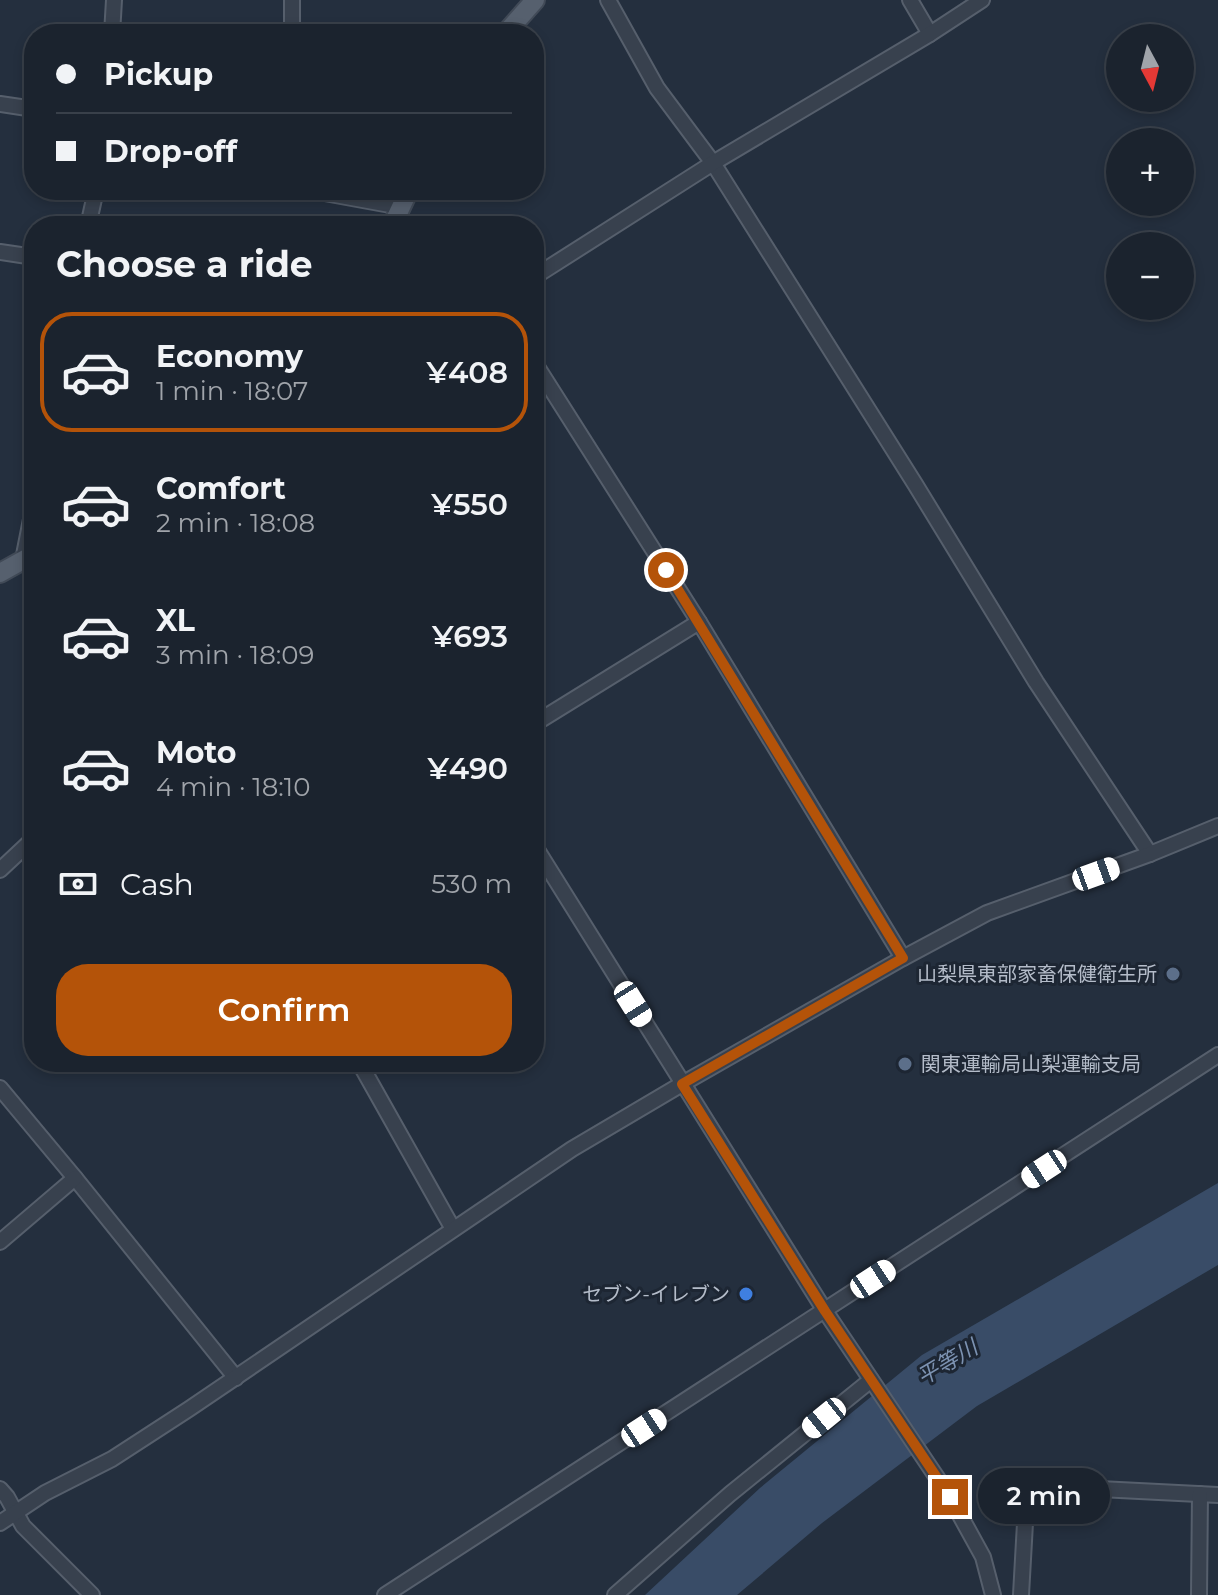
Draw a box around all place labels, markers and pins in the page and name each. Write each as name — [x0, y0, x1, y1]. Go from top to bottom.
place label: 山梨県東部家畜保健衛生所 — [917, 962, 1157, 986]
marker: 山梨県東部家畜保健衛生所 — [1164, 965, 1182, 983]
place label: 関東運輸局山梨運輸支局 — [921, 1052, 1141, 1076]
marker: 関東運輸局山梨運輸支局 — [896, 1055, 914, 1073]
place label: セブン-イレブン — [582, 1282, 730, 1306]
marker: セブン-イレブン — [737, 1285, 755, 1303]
========================
About this task - Copy out the entries verbatim, but skip every picture.

Response below -
Draw a box around all place labels, markers and pins in the page and name each. Write each as name — [x0, y0, x1, y1]. Go from top to bottom.
place label: 山梨県東部家畜保健衛生所 — [917, 962, 1157, 986]
marker: 山梨県東部家畜保健衛生所 — [1164, 965, 1182, 983]
place label: 関東運輸局山梨運輸支局 — [921, 1052, 1141, 1076]
marker: 関東運輸局山梨運輸支局 — [896, 1055, 914, 1073]
place label: セブン-イレブン — [582, 1282, 730, 1306]
marker: セブン-イレブン — [737, 1285, 755, 1303]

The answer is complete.